**Assigned task**
Could you copy, word for word, only the lines from the one containing "Task: Read the" through the last line of the records below, both included?

** Opening Source material block **

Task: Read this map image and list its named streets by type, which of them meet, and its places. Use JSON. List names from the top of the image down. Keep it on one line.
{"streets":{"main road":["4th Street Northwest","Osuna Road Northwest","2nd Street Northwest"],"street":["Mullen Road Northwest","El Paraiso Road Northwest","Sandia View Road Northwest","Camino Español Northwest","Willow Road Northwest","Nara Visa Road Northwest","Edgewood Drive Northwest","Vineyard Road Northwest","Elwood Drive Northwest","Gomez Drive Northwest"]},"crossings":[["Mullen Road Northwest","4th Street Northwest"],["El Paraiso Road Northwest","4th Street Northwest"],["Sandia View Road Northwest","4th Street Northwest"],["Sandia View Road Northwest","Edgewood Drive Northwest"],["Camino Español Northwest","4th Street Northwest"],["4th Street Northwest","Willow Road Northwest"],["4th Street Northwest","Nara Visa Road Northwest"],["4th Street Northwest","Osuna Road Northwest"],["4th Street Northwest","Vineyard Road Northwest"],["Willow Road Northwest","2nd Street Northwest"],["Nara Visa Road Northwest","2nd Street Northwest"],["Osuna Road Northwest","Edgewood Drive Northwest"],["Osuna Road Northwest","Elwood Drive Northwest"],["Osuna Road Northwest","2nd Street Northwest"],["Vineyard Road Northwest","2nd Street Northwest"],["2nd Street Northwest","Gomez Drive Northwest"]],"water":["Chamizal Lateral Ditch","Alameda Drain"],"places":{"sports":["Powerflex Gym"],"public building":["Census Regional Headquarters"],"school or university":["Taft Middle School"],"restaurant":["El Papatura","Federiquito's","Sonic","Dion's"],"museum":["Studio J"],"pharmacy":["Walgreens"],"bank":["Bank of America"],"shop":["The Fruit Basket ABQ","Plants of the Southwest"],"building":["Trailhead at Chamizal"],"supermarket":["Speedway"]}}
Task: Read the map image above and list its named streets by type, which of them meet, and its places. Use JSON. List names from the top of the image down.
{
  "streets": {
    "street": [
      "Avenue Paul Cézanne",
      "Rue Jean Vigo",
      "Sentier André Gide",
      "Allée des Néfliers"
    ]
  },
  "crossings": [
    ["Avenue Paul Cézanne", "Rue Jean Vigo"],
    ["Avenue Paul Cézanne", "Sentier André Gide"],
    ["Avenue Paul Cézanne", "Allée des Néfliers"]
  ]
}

** Closing Source material block **

**Output below**
Task: Read the map image above and list its named streets by type, which of them meet, and its places. Use JSON. List names from the top of the image down.
{
  "streets": {
    "street": [
      "Avenue Paul Cézanne",
      "Rue Jean Vigo",
      "Sentier André Gide",
      "Allée des Néfliers"
    ]
  },
  "crossings": [
    ["Avenue Paul Cézanne", "Rue Jean Vigo"],
    ["Avenue Paul Cézanne", "Sentier André Gide"],
    ["Avenue Paul Cézanne", "Allée des Néfliers"]
  ]
}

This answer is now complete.